Director-in-Trainee Brigham and Women's Hospital Boston, MA
Aim: vXM is purposed to reduce cold ischemia time and improve organ allocation, but false negatives could potentially risk graft rejection. This study evaluated vXM predictive accuracy for T-cell flow cytometry crossmatch (TFCXM) positivity using various DSA thresholds and assessed additional factors that could contribute to false-negative vXM outcomes.
Methods: A retrospective analysis of 3,803 TFCXM that were tested against sera screened by LABScreen single antigen beads (SA) or mixed bead (PSL) assays. TFCXM positivity was defined by delta fluorescence units (DFU) ≥150. DSA assessment for physical TFCXM was performed using two thresholds: standard (>3000) and low (>1000), per program’s decision. Retrospective vXM was conducted using low threshold and includes HLA-C antibodies, epitope sharing, and donor A/B locus homozygosity, which were not included in original DSA assessment.
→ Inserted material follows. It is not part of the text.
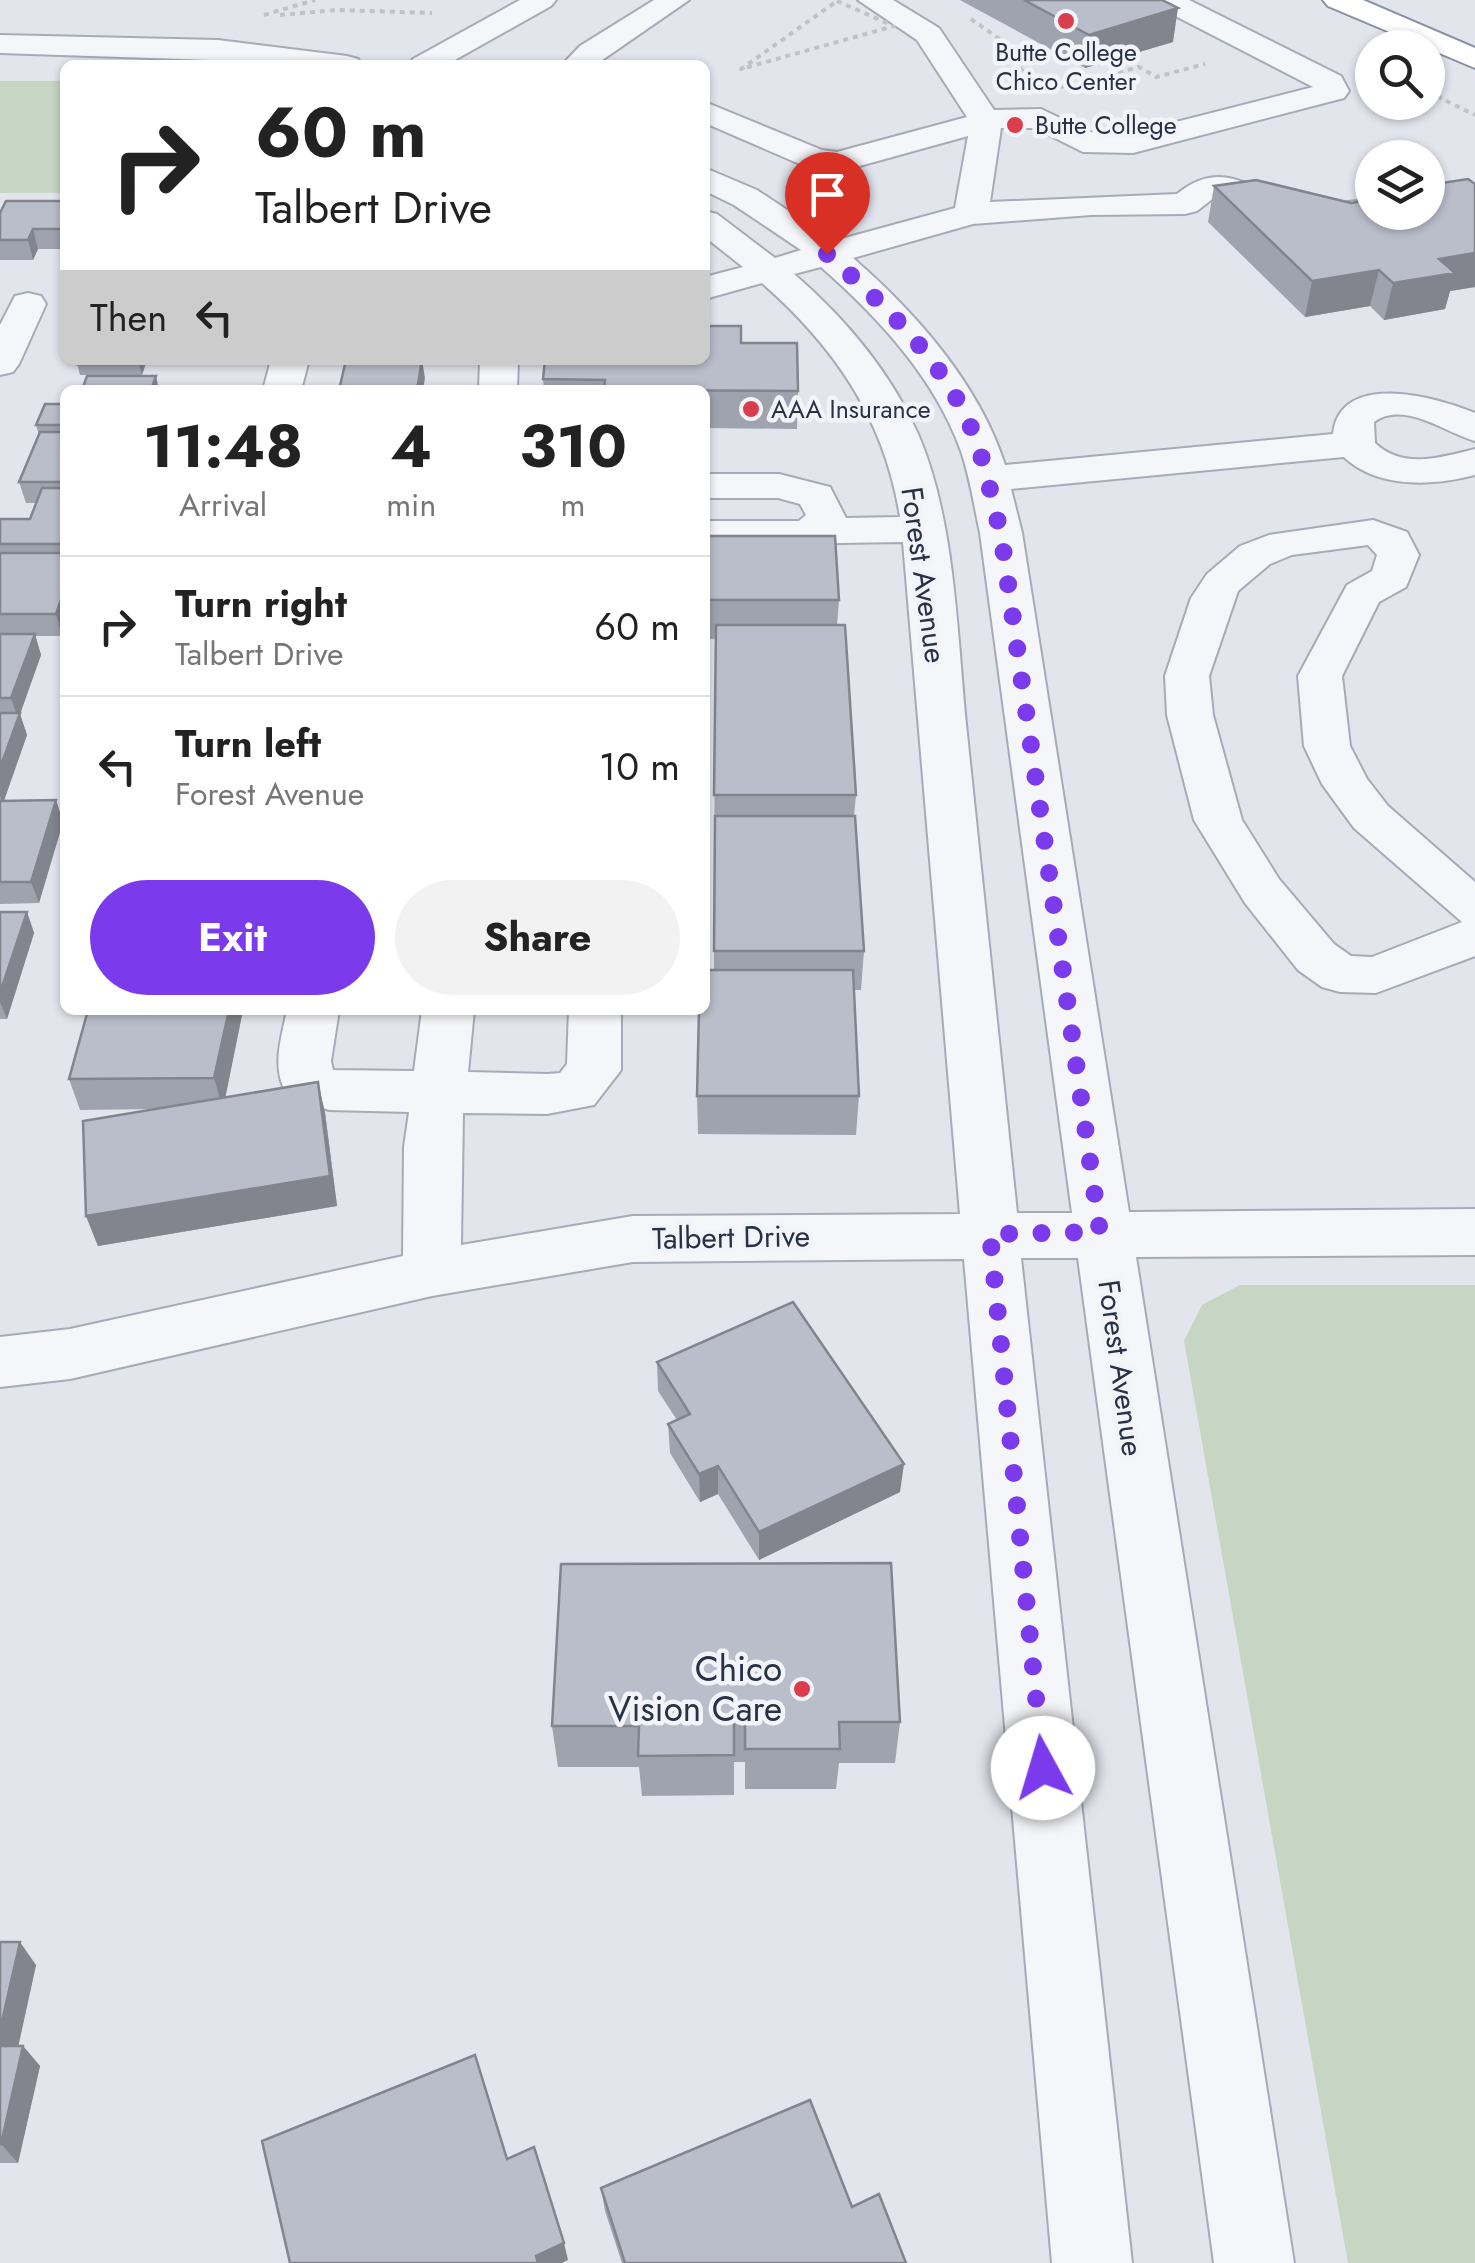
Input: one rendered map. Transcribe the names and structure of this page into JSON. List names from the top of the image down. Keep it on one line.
{"streets":{"street":["Forest Avenue","Talbert Drive"]},"crossings":[["Forest Avenue","Talbert Drive"]],"places":["Butte College Chico Center","Butte College","AAA Insurance","Chico Vision Care"],"page":{"turn":["60 m","Talbert Drive"],"then":"Then","eta":["11:48","Arrival","4","min","310","m"],"list":[{"name":"Turn right","note":"Talbert Drive","value":"60 m"},{"name":"Turn left","note":"Forest Avenue","value":"10 m"}],"buttons":["Exit","Share"]}}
Results: The low DSA threshold improved sensitivity (66.9% vs. 29.6%) and negative predictive value (NPV: 94.3% vs. 79.8%) for predicting TFCXM outcome, with moderate reduction in PPV (75.2% vs 83.1%). After excluding 42 BFCXM+ cases with Class II DSA only, Class I DSA at the lower threshold showed stronger correlation with TFCXM than with BFCXM (NPV 94.3% vs. 77.0%), while the true positive rate (sensitivity) became much lower for BFCXM (30.5% vs. 66.9%). ROC analysis of HLA A/B/C DSA MFI showed an AUC of 0.85, indicating good predictive value and an optimal cutoff of 1000 for TFCXM classification. Incorporating HLA-C antibodies, epitope analysis, and donor homozygosity further improved sensitivity (74.3%) and NPV (95.3%).
Conclusion: Lowering the DSA MFI threshold to 1000 significantly improves vXM sensitivity and NPV for predicting TFCXM. Adding HLA-C, epitope matching, and donor homozygosity enhances predictive accuracy.